Hoy día Margo Baridón vende en Casa Banem, una multimarca en Carrasco, y también en Tienda, con Mutma y Pastiche. En verano sus diseños forman parte de los percheros de Magma. El 60% de sus clientas son argentinas, ya sea porque le compran en Punta del Este o en los locales de Montevideo.

Margo cuenta que la actriz argentina Calu Rivero usó una de sus prendas en París, en una fiesta de Stella McCartney y que la foto salió en Vogue. Es una de las vías por las que productos como el de ella van ganando aceptación. Las redes sociales han jugado un papel decisivo en su éxito. Instagram es lo que más le ha ayudado a difundir sus colecciones. Cuenta que le escribió una estilista neoyorquina para pedirle dos tapados para los integrantes de una banda de la serie Girls, de HBO. La foto saldría en Harper’s Bazaar, le aseguraron. Margo mandó las prendas sin rechistar.

Recientemente su colección de invierno se mostró en el Museo de Arte Decorativo de Buenos Aires, en un evento denominado Six O’ Clock Tea. “En Argentina están buscando vestirse original, distinto. Hay planes de ir para allápero todavía no lo sé bien”, comenta.
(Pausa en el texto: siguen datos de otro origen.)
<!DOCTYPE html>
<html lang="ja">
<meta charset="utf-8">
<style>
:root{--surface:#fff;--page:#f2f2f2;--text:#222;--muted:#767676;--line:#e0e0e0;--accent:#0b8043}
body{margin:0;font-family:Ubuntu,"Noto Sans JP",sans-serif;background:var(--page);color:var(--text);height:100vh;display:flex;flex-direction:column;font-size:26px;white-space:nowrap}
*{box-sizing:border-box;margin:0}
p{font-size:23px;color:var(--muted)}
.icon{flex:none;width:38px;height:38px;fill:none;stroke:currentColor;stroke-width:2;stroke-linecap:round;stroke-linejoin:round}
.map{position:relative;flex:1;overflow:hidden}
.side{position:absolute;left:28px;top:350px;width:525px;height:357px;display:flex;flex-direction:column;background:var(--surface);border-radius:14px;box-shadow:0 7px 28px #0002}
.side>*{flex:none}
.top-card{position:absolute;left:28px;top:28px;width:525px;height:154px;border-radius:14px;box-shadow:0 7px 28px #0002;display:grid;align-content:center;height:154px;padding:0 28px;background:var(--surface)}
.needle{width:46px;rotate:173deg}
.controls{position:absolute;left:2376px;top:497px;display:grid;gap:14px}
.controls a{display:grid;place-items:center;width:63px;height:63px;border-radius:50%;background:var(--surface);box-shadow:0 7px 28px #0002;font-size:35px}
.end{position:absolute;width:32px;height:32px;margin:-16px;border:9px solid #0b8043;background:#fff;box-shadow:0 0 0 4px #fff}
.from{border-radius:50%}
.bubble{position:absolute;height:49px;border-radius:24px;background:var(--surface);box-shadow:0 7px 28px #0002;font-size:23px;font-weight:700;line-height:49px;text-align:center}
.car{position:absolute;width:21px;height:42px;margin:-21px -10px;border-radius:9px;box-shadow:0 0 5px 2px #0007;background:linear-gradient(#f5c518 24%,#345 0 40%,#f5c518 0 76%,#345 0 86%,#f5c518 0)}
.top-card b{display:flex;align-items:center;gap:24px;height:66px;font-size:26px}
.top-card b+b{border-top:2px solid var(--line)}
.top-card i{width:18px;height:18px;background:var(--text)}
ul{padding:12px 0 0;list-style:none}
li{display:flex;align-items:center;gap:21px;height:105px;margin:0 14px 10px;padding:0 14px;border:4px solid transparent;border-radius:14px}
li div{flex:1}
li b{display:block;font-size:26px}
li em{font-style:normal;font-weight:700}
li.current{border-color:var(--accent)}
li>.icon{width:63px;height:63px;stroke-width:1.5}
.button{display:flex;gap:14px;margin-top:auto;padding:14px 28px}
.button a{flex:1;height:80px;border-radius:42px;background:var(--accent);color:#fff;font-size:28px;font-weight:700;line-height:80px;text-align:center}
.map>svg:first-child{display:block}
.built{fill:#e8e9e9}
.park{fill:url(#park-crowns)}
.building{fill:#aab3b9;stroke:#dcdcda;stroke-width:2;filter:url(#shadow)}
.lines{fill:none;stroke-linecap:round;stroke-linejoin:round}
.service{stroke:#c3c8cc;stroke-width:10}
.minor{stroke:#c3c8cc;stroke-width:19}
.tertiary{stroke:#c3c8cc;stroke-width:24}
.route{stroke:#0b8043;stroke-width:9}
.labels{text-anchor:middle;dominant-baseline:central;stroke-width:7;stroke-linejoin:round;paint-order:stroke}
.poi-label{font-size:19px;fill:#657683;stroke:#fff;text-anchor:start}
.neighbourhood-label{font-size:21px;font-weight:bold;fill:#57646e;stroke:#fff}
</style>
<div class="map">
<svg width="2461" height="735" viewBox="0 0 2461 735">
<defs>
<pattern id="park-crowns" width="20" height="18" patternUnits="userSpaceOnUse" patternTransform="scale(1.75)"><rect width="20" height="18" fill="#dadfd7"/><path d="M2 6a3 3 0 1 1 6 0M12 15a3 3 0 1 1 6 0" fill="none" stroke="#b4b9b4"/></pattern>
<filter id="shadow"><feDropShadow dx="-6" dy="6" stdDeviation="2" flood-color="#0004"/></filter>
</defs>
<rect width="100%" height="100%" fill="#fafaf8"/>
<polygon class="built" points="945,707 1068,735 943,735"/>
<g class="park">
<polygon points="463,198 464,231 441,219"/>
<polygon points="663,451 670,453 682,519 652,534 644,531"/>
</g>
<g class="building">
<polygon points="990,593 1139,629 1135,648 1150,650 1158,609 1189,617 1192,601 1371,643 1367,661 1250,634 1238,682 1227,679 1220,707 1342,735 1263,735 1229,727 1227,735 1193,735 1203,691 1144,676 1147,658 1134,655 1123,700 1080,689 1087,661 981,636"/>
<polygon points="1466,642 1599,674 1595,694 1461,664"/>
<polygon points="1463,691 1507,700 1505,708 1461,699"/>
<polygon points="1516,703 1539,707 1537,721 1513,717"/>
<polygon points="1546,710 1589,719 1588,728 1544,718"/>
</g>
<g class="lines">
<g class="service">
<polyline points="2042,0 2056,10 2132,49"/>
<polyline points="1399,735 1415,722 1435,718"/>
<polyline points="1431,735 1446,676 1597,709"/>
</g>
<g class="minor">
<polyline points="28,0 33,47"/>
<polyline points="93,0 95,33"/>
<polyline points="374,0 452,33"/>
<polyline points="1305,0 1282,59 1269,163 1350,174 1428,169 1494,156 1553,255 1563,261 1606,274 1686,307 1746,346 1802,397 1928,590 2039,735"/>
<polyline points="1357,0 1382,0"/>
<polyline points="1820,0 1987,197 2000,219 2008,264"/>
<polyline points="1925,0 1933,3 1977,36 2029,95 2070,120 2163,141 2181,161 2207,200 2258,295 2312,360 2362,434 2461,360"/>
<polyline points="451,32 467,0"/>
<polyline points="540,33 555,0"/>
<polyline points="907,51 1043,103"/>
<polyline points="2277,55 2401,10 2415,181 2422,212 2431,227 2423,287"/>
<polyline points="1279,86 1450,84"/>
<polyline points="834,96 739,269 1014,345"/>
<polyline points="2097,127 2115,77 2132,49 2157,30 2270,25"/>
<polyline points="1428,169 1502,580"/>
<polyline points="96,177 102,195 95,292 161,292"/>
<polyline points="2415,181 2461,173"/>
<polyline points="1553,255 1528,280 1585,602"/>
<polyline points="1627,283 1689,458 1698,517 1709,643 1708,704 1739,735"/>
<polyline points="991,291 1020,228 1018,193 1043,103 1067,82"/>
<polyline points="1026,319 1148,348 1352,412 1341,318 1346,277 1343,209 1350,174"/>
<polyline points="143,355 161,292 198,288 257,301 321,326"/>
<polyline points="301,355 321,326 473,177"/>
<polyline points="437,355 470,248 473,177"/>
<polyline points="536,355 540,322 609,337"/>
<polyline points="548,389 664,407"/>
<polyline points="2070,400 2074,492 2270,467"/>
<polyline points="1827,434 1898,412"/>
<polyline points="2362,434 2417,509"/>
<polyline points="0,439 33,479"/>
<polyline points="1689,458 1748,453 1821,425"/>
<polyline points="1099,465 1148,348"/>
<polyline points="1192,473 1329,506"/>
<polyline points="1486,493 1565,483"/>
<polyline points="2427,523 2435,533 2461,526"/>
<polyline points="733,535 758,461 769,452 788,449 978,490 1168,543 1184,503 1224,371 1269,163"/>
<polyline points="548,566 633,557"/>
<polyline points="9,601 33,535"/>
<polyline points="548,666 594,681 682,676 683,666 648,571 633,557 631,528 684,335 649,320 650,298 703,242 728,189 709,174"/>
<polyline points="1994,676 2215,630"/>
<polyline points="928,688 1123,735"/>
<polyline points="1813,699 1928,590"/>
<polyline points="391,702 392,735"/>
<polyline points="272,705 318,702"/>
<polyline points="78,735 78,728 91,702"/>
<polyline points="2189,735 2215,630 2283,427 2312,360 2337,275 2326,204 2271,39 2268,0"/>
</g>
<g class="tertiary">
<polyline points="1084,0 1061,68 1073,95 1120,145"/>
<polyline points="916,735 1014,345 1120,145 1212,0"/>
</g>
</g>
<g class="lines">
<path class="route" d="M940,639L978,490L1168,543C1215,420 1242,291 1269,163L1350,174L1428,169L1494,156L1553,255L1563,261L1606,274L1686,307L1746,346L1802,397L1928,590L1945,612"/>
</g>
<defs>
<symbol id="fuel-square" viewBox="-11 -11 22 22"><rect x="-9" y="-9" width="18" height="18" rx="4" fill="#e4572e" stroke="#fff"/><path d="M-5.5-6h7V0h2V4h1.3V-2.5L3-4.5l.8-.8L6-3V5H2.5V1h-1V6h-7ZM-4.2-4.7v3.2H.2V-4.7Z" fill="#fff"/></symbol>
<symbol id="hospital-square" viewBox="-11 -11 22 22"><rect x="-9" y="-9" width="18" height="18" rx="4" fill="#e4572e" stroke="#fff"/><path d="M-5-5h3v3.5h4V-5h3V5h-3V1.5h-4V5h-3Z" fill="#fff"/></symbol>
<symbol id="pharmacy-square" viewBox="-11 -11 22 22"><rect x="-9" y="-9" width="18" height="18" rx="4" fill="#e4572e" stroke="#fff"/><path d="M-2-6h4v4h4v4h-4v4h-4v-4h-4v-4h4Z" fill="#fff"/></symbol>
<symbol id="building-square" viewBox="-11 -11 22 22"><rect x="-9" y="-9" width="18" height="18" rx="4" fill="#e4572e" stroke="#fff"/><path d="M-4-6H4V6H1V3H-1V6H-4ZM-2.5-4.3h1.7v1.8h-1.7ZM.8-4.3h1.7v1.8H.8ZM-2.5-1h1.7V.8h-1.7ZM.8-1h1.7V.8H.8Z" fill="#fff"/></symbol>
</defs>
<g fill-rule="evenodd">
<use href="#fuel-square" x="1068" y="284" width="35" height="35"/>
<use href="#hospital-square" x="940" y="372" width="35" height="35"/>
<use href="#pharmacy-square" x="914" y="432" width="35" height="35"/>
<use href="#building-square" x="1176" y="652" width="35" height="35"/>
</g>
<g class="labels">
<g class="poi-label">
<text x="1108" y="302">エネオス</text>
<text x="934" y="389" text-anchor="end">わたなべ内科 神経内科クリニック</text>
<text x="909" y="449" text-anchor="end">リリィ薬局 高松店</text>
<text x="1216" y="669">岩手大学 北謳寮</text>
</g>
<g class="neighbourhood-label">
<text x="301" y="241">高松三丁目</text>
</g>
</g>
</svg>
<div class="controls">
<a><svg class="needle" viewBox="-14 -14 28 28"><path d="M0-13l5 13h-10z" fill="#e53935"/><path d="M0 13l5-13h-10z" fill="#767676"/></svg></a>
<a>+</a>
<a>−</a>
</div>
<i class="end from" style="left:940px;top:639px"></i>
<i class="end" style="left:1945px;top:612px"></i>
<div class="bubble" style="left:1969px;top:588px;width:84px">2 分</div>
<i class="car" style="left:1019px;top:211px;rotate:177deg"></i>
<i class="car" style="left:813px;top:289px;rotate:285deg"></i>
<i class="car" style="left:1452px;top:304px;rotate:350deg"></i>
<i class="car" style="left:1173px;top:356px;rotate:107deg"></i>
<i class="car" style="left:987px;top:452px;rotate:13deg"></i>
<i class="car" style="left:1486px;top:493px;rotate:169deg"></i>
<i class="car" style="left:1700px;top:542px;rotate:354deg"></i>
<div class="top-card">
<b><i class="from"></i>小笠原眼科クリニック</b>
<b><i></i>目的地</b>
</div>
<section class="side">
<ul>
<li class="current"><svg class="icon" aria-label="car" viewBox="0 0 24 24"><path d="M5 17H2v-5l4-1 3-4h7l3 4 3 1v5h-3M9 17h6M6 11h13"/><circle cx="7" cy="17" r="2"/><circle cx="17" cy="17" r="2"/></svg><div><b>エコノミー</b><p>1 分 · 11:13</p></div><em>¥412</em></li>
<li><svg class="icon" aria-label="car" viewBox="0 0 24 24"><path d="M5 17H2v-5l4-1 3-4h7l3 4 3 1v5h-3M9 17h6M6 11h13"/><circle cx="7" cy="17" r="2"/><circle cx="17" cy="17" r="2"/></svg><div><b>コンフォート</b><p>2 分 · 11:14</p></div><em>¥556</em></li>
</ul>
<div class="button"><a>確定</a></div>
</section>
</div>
Margo trabaja con dos personas y con talleres externos. También con una fotógrafa.

No cose pues debe ocuparse de otros rubros: plantearse la idea de la colección, las telas, la venta, la estrategia de marketing. Cada día valora el hecho de haber estudiado administración pues le dio una base teórica importante.
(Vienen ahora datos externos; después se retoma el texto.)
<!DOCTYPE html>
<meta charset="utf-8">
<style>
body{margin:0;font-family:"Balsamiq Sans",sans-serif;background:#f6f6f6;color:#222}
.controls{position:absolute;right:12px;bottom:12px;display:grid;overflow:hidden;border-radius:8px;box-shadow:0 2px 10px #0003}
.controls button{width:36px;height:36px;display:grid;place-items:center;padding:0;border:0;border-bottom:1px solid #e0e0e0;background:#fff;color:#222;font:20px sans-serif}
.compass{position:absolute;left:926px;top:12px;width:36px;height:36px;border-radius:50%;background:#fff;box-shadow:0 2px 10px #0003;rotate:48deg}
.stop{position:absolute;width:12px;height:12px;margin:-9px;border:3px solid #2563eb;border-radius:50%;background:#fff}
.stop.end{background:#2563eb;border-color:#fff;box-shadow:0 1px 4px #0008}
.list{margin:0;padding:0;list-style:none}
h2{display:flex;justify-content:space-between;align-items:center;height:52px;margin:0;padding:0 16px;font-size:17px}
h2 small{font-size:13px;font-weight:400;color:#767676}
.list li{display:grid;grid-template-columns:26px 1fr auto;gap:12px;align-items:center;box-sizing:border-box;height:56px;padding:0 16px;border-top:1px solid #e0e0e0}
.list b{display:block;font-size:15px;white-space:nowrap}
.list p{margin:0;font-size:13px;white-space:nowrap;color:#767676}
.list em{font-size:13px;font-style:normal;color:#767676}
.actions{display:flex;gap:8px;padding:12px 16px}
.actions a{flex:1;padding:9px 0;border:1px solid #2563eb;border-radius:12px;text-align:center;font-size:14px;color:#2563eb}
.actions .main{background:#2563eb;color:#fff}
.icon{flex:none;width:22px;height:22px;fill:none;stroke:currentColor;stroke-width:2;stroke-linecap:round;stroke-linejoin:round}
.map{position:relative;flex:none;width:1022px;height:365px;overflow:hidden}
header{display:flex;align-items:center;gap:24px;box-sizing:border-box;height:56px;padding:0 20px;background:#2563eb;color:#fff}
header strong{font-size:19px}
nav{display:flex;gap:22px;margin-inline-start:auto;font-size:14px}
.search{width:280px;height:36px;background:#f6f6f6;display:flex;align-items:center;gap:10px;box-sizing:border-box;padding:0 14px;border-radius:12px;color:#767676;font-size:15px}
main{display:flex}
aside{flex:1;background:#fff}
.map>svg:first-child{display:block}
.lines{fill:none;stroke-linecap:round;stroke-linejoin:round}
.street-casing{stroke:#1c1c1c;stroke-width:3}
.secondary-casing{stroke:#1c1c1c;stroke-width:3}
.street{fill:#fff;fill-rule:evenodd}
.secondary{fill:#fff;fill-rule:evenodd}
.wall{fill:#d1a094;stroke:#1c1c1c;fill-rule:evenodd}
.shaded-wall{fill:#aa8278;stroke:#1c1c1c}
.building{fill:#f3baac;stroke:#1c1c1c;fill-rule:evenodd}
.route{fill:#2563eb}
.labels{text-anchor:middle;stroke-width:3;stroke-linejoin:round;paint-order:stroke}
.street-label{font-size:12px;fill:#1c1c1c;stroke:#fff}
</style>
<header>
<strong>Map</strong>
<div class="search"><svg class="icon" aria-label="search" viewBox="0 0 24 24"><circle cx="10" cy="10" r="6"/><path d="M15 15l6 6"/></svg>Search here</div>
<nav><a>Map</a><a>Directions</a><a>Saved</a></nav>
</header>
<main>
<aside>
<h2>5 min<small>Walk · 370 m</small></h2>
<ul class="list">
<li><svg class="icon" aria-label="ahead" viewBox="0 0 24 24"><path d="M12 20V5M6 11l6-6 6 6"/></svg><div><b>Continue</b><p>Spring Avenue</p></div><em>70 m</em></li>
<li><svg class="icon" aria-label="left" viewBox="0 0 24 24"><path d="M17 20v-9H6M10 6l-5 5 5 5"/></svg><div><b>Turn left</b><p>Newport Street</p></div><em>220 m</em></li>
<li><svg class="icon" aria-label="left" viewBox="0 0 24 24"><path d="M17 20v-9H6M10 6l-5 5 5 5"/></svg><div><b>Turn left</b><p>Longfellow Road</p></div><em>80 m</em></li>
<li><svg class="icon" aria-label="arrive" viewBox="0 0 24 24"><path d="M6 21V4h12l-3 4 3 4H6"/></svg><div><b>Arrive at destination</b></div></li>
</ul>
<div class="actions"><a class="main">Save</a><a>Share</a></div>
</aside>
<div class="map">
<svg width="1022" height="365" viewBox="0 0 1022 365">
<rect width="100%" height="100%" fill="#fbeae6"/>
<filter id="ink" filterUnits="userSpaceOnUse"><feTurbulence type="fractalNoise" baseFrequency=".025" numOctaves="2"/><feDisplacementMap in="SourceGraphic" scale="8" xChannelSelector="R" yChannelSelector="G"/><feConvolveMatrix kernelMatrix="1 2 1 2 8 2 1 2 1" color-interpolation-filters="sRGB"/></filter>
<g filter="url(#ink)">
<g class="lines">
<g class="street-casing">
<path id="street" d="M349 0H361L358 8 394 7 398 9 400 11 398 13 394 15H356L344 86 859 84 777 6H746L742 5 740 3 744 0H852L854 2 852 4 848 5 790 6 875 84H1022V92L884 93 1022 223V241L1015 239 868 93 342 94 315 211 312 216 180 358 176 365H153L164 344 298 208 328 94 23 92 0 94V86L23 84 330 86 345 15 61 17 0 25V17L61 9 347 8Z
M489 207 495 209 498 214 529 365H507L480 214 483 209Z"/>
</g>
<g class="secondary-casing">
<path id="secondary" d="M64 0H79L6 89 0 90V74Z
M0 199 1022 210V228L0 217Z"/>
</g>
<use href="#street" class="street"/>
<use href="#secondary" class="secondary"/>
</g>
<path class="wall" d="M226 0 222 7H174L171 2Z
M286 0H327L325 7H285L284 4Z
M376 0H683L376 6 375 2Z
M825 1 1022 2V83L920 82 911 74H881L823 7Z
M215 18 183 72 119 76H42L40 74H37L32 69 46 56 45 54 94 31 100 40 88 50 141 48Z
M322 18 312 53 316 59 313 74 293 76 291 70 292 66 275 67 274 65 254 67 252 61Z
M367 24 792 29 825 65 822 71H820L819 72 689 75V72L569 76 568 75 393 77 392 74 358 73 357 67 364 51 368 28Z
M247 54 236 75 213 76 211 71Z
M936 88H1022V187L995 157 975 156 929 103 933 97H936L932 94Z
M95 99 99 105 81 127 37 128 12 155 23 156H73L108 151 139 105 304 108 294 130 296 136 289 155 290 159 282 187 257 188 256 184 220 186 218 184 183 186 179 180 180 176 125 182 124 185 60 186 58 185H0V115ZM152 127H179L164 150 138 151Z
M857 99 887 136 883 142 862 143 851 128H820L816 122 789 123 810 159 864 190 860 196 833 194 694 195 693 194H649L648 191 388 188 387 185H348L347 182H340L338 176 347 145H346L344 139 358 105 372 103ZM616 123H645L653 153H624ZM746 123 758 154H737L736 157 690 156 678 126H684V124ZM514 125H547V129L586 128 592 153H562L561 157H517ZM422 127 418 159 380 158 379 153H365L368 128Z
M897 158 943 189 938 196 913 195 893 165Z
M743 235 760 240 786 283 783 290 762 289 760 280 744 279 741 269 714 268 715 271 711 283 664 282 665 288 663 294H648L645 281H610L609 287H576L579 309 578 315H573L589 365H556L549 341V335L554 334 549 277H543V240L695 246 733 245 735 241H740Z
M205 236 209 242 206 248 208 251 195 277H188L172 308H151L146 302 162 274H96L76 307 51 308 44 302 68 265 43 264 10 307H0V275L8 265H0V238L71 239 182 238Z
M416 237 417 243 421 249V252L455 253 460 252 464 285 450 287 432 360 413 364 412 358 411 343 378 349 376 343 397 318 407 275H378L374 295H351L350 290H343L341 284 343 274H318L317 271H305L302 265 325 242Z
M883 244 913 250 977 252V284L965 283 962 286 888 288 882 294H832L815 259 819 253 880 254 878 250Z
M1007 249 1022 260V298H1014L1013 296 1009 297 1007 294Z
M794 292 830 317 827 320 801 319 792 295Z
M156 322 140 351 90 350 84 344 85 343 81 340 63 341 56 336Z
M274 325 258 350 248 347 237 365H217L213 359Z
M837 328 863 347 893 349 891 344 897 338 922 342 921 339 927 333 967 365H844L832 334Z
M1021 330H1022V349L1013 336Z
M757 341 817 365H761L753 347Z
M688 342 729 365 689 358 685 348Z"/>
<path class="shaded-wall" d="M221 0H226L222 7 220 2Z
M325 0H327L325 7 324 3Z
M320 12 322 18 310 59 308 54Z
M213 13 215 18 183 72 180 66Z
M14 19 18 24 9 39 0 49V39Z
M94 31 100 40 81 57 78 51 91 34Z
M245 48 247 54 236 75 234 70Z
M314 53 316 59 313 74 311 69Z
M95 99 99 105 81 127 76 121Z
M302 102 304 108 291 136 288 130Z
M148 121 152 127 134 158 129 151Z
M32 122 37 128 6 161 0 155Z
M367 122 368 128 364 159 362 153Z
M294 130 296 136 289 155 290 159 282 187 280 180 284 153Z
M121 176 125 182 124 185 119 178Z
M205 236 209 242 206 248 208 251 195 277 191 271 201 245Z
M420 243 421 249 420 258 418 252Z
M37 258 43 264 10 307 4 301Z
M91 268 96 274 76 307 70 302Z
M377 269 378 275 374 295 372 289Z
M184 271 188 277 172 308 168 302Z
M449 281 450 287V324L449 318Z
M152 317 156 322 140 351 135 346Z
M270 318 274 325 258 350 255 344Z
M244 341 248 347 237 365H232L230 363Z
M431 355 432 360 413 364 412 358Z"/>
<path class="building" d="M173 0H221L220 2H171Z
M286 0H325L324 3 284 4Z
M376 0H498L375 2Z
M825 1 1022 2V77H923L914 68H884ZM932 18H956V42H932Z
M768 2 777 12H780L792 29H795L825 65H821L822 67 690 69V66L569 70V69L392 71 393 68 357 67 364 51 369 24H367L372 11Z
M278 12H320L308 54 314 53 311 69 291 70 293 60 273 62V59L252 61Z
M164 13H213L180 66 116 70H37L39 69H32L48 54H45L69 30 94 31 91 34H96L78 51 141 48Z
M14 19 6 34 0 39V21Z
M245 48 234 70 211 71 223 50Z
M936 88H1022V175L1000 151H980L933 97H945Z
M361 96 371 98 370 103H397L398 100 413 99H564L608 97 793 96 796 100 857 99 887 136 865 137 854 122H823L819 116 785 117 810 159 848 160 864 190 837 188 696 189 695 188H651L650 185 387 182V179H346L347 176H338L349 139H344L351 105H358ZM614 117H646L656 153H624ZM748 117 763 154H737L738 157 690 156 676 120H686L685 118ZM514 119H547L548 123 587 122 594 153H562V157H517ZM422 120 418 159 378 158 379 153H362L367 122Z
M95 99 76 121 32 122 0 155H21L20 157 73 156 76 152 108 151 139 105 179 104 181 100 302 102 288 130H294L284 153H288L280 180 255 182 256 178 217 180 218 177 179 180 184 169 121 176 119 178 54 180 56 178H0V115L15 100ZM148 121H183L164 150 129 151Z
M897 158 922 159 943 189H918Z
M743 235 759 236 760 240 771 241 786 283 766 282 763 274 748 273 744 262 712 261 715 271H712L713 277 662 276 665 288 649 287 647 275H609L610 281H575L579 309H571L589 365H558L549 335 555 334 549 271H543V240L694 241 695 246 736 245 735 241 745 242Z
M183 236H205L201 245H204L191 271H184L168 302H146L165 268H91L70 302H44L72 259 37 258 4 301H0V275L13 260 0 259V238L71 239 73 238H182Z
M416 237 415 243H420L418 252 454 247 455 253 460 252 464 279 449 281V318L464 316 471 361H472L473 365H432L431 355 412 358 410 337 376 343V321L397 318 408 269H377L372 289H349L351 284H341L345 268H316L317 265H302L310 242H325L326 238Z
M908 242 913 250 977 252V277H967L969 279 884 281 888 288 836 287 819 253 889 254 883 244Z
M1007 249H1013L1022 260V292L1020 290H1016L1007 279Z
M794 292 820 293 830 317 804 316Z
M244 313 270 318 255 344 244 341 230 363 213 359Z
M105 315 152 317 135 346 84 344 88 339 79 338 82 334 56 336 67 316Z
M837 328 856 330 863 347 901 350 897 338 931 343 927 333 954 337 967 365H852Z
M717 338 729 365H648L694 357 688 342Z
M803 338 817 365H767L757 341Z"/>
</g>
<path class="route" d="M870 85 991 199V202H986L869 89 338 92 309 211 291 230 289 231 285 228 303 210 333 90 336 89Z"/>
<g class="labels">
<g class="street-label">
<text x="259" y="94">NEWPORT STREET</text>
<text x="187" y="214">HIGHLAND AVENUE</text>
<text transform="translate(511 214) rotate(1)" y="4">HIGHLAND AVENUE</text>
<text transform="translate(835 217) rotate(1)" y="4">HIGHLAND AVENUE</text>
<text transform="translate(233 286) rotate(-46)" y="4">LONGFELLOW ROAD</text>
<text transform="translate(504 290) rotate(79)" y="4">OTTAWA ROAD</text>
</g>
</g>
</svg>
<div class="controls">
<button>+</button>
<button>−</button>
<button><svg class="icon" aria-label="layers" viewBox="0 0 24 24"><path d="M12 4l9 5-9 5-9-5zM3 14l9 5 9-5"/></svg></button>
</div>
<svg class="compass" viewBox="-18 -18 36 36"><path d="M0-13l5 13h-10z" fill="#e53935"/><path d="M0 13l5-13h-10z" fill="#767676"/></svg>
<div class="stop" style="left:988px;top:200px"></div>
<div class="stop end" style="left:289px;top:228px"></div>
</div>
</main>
¿Cuál es su fuente de inspiración? Depende de la colección. Puede ser ir a una muestra de arte. Tal vez investiga sobre el artista, lo conecta con una tendencia. En general diseña con las tendencias de una temporada adelantada. “En esta colección, por ejemplo, me paro a ver las tendencias de 2019 para el verano, entonces a partir de ahí lo mezclo con mi experiencia personal. Por ejemplo, fui a ver Fuerza Bruta y saqué tremendos videos, me están inspirando mucho para esta colección. Eso lo conecto con un artista. Busco rubros de inspiración alrededor de las artes. Aprendí un método de diseño en el exterior y es que para diferenciarte tenés que hacer una investigación que te va a dar hasta la foto del producto final”.

Otro tema que también cuida esta diseñadora es el de la trazabilidad. La forma en que está hecho el producto, la sustentabilidad. “En moda hay muchas formas de caer en producciones complicadas, para mí es importante mantener las relaciones con los talleres, con las personas y también con el medio ambiente. Toda la ropa que hago está hecha en Uruguay, en forma sustentable”.

El próximo desafío es entrar a nuevos mercados, internacionalizar la marca. “Acá vendo a un nicho que es minúsculo y veo lo apreciado que es mi producto afuera.

La realidad es que hay que buscar partners locales que entiendan la marca, les interese el concepto y se pongan la camiseta de la marca. Hay varios modelos de internacionalización. Pero la idea es seguir produciendo acá”.

Entre los planes a futuro está el lanzamiento del e-commerce de la marca para el último trimestre del año y la realización de una línea de trajes de baño y bikinis de lycra italiana hecha con plásticos extraídos del océano altamente reciclable.